Selfheal (Prunella vulgaris) is another lawn resident. I noticed this morning that you can actually buy this in the garden centre!

Saturday, 10 July 2010

The Enchanted Wood

I visited Middleton Woods, near Ilkley, this morning and discovered a plant that I have been searching for; Enchanter's-nightshade (Circaea lutetiana). It is not a particularly rare plant and grows in moister woodlands and beside shady tracksides at low altitude.

I was hoping to find leafmines of Mompha langiella but no luck this time.

There are lots of old and rotten trees here and when I last visited, ealier this year, I found nesting Great Spotted Woodpeckers (Dendrocopis major).

Saturday, 3 July 2010

Bolton Abbey Railway Station

I have been visiting Bolton Abbey Railway Station for many years and love to see the Common Blue butterflies (Polyommatus icarus) flying amongst the various species of wild orchid.

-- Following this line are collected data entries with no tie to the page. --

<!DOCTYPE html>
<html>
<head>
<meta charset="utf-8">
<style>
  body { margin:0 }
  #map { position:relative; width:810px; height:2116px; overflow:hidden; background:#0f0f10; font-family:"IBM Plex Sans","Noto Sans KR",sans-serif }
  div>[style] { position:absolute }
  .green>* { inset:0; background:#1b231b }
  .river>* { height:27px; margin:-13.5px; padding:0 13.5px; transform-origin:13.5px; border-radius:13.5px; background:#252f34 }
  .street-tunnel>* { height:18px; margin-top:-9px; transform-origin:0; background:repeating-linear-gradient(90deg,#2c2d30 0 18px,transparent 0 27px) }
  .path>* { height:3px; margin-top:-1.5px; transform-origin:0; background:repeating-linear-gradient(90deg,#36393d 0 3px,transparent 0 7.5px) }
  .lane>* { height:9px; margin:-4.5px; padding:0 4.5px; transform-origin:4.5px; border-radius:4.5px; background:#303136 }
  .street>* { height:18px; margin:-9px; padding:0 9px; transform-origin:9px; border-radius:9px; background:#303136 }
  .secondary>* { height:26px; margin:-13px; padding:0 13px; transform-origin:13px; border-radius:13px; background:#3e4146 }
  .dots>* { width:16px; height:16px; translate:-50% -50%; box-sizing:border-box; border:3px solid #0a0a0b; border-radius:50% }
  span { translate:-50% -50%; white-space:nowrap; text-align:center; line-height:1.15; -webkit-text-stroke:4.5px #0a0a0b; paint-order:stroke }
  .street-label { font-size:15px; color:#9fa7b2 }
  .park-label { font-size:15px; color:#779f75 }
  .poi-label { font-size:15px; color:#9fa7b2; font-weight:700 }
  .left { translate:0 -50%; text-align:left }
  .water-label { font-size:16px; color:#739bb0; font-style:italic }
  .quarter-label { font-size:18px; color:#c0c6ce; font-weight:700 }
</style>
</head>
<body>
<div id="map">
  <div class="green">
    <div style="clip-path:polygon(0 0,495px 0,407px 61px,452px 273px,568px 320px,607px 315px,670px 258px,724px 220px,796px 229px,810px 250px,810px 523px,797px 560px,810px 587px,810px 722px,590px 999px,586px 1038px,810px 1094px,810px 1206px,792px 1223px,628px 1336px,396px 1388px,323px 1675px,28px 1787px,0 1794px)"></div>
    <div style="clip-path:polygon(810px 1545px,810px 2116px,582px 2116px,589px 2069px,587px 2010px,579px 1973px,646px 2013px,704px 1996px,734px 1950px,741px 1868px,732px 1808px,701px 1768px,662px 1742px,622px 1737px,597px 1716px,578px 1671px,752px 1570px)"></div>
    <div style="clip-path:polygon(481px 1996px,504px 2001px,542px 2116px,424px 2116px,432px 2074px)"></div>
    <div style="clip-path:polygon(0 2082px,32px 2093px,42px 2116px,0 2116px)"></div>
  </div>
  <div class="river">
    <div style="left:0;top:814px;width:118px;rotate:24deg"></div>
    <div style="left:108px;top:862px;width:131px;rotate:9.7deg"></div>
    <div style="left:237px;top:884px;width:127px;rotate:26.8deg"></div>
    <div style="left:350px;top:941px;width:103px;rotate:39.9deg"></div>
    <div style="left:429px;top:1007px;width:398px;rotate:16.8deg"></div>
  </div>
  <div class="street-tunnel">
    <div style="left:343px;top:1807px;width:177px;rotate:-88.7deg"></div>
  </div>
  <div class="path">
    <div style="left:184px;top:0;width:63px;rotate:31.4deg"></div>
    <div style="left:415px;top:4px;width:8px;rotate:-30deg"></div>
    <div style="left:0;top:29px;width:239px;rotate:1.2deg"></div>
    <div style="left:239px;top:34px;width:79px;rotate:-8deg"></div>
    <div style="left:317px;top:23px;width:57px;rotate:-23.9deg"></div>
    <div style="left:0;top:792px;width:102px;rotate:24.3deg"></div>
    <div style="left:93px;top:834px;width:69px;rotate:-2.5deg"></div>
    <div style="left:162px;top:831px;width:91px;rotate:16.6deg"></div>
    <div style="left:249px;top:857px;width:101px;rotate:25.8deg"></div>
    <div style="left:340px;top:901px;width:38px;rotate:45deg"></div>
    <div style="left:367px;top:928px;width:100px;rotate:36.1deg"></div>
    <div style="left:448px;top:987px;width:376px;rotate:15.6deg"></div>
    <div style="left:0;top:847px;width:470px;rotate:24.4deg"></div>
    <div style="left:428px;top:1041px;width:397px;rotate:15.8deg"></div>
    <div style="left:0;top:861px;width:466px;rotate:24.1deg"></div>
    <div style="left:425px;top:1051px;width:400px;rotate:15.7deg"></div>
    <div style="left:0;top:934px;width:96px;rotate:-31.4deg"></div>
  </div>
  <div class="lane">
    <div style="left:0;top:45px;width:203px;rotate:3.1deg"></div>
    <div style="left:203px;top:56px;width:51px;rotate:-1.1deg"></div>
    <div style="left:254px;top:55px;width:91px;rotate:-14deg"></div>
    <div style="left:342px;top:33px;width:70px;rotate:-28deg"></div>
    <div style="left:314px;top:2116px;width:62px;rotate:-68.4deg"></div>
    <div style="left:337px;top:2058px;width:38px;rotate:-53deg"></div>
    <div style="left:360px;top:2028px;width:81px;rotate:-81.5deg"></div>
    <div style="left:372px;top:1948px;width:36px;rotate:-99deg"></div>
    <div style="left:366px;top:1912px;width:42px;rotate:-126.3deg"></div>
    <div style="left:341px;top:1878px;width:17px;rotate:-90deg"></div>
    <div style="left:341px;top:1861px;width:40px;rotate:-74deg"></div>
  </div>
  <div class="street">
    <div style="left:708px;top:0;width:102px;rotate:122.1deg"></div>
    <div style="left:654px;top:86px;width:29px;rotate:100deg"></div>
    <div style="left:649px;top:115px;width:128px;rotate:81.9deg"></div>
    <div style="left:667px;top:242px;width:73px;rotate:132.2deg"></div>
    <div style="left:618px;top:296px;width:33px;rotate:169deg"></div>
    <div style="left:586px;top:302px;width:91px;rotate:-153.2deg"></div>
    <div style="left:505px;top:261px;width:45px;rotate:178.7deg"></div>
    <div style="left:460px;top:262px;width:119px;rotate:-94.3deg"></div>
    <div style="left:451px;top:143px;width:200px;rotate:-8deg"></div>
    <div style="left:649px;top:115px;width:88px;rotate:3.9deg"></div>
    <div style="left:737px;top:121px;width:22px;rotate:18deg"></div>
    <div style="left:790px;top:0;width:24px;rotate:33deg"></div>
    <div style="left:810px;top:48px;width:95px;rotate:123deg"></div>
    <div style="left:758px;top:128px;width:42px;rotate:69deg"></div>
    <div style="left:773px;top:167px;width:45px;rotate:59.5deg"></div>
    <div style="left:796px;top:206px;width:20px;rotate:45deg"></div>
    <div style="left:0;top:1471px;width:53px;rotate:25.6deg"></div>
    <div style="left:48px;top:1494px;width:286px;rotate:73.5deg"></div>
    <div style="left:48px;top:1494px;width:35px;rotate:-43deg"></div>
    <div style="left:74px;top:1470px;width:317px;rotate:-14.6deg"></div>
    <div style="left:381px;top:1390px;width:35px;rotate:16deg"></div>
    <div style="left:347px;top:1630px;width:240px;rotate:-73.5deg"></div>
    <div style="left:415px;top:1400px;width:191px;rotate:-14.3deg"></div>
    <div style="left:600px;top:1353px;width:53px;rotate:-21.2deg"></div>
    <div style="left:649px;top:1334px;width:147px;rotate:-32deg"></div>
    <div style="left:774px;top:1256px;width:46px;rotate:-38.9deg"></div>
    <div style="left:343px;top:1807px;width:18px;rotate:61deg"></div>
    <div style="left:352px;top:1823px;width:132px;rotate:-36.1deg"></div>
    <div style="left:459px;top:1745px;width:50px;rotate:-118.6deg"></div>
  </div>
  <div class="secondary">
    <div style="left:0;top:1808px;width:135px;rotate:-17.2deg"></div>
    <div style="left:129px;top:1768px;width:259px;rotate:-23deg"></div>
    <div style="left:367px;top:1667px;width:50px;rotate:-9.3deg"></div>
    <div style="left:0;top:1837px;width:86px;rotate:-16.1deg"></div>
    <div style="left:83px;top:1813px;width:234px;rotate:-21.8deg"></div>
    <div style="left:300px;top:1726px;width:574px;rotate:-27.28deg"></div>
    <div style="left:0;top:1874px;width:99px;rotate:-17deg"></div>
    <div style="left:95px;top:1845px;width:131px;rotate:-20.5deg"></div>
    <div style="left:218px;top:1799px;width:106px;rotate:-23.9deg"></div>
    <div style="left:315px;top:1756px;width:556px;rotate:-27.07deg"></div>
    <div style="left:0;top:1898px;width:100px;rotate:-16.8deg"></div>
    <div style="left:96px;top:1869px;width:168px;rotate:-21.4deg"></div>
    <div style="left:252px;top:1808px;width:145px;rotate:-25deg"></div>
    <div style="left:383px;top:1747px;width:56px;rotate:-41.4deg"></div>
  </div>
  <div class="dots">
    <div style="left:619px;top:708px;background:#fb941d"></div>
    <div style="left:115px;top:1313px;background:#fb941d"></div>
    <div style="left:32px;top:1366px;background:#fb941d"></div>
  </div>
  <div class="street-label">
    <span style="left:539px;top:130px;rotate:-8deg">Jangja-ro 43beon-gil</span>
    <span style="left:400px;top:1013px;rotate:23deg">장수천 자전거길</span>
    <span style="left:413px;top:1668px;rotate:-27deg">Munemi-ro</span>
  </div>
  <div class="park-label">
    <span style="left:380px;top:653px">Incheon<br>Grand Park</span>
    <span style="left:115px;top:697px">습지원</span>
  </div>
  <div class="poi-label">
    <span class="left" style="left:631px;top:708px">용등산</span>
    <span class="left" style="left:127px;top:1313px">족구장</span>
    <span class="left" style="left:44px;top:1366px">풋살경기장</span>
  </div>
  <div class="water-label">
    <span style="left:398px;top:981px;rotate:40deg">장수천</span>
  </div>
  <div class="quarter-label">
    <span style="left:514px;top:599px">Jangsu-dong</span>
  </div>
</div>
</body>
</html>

There is a fenced-off area of wildflower meadow adjacent to the car park which is home to strong colonies of both the Common Blue and the Six-Spot Burnet moth (Zygaena filipendulae).
Grasshoppers and Soldier Beetles were also much in evidence this morning.
The Shaded Broad-bar (Scotopteryx chenopodiata) was actually flying on the verge of the Burley-in-Wharfedale bypass where I stopped en route.